Before a collection manager decides to use a Symbiota portal as their central data management tool or just to feature a snapshot data, they should weigh the pros and cons and decide on a data management strategy that best fulfills their needs.

Pros:

  • Edits and new records are immediately available online
  • No need for infrastructure to periodically publish data to a Symbiota portal
  • No need for software purchase, installation, or updates
  • Platform independent management tool collection can be managed on a PC, Mac, etc.
  • Remote and multi-terminal management is built into the system
  • Exchange data can be easily imported from other participating institutions
  • Portal can offer data cleaning and georeferencing support
  • Crowdsourced data error detection and cleaning is available
  • Collection is not responsible for backups, server maintenance, etc.

Cons:

  • System is not specifically designed as an all-inclusive specimen management tool
  • Limited report and invoice options
  • Customized specimen labels are not yet supported by system; however, custom labels are possible using the MailMerge function in MS Word
  • Collection is reliant on portal to properly maintain regular backups.
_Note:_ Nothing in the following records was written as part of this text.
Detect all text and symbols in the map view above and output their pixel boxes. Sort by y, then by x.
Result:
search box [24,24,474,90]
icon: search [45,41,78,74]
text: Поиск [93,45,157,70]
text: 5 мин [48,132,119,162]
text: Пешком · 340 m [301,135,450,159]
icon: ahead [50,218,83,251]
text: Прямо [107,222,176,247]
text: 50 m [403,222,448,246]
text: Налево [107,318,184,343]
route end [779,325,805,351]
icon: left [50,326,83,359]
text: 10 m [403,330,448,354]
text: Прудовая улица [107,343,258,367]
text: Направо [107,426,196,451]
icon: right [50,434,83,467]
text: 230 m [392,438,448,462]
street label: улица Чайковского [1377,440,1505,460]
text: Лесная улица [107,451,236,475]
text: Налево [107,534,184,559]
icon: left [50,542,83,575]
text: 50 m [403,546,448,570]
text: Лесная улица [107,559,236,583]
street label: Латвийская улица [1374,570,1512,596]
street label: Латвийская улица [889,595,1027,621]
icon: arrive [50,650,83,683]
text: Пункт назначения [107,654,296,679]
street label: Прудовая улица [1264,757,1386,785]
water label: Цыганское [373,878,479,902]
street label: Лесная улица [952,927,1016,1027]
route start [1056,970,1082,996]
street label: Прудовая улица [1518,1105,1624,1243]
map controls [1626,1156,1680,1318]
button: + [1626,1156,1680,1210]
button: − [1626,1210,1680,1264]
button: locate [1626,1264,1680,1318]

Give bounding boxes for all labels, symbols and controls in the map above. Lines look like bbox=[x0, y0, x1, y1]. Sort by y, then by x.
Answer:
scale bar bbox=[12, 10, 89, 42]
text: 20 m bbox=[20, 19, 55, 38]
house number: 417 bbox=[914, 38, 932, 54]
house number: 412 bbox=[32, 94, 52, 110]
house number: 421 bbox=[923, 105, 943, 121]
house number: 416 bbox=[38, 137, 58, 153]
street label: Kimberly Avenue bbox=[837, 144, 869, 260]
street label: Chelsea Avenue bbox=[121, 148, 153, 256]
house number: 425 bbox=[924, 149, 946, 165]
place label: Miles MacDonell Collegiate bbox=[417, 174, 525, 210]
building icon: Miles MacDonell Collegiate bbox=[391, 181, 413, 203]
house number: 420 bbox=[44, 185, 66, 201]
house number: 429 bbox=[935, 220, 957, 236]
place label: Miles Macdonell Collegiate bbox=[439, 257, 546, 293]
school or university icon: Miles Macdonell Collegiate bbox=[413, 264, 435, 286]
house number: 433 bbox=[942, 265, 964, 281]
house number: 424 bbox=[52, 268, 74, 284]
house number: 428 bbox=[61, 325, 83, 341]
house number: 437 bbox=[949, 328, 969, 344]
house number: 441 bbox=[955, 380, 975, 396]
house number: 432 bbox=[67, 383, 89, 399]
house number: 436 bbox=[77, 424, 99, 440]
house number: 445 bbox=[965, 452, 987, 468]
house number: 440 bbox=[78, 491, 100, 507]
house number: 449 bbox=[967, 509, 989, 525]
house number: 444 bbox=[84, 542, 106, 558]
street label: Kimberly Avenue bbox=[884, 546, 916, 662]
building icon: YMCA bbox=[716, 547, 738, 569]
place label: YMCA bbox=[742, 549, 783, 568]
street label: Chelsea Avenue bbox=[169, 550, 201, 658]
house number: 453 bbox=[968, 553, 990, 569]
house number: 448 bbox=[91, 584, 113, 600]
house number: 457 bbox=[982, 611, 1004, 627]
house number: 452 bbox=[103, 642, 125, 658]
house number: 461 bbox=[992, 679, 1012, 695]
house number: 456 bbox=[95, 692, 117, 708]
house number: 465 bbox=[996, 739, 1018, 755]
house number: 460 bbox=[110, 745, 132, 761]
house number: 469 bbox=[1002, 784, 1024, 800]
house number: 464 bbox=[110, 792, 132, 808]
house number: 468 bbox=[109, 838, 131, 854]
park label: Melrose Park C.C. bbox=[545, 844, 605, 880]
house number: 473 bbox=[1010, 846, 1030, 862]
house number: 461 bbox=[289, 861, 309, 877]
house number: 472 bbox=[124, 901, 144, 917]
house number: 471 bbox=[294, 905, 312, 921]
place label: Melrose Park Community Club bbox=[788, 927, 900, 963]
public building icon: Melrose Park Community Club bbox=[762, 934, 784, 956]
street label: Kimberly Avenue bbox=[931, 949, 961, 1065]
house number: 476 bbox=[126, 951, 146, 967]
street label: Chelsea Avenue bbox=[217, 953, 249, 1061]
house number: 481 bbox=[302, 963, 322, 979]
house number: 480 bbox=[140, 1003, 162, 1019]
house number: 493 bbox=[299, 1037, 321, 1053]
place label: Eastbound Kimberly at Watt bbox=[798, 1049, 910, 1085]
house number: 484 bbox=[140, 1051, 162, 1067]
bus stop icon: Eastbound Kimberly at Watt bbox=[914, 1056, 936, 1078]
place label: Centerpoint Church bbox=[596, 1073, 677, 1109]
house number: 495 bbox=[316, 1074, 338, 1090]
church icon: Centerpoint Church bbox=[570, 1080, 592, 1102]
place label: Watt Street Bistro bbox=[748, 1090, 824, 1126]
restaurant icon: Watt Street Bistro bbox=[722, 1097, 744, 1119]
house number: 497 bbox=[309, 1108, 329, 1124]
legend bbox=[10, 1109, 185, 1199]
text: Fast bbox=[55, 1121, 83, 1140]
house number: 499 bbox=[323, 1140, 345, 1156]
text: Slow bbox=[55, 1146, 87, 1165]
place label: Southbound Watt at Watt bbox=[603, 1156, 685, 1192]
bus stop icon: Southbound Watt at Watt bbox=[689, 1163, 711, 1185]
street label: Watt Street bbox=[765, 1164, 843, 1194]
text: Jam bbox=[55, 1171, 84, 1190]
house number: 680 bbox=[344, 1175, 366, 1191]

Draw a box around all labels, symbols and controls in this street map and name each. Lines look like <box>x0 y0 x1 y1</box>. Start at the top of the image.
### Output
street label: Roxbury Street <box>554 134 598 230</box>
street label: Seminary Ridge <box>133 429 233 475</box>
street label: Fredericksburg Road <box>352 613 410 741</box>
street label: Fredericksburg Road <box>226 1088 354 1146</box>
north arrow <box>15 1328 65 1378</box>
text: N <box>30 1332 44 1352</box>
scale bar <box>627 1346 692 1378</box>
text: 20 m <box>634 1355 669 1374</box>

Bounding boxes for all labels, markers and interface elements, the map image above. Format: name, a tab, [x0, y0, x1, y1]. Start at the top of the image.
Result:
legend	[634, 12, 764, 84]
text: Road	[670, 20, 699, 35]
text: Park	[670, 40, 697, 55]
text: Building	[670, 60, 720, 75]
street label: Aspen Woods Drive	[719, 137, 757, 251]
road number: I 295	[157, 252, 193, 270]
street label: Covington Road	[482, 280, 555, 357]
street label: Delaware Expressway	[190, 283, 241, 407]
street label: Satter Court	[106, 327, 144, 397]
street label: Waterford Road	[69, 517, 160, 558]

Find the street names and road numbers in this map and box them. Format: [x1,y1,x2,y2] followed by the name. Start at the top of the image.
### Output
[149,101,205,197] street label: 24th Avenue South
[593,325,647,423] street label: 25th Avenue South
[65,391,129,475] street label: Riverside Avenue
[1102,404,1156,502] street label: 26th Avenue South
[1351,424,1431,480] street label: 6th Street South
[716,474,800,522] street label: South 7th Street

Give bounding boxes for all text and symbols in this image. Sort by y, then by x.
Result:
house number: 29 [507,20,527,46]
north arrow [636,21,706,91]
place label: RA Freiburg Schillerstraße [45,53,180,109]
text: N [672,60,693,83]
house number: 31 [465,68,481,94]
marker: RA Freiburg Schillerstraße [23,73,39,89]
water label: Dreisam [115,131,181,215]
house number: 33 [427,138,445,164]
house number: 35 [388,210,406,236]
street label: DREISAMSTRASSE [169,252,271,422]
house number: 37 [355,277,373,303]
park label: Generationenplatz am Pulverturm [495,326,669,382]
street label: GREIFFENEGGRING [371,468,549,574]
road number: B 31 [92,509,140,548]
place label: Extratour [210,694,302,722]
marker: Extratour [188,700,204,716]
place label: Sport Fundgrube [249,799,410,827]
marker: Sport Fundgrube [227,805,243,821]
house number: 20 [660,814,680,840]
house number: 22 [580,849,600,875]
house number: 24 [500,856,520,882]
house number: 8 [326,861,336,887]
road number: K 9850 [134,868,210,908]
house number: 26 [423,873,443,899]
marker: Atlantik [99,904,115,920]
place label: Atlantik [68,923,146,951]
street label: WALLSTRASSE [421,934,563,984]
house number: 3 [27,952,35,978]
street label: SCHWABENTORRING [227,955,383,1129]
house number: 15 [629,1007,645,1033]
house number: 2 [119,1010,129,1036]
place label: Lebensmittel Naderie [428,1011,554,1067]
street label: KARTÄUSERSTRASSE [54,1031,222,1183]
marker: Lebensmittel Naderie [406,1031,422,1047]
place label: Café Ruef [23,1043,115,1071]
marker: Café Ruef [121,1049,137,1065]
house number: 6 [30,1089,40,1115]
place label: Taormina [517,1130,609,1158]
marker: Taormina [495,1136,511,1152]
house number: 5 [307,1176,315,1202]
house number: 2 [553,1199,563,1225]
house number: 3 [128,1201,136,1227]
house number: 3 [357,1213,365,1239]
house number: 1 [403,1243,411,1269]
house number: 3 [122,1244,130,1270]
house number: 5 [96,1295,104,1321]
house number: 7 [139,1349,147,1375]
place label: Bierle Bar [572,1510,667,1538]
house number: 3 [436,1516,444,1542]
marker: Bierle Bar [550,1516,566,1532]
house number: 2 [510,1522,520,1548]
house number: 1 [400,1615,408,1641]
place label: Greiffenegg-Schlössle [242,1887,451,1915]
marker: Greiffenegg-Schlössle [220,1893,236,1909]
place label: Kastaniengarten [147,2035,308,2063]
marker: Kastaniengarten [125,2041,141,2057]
However, each institution has the ability to periodically download their dataset, thus establishing an additional off-site backup layer

If a Symbiota portal is used to feature a snapshot of a collection managed within the home institution, methods are needed to periodically refresh the data snapshot. Symbiota has several tools and protocols to facilitate this (see Data Interoperability). As long as a Primary Key can be maintained for each specimen record and the data can be rendered as a compatible export file, refreshing specimen data is typically a straightforward task. If determination history and image data are to be included in data transfers, portal updates are slightly more involved. Furthermore, if record edits are made within a portal (e.g. approved user corrects coordinates), the source institutions may need to develop their own methods to integrate the edits back into their central database. A benefit to managing specimen data directly within a portal is that it reduces the complexity of the data interoperability by removing the need to support bidirectional transfer protocols.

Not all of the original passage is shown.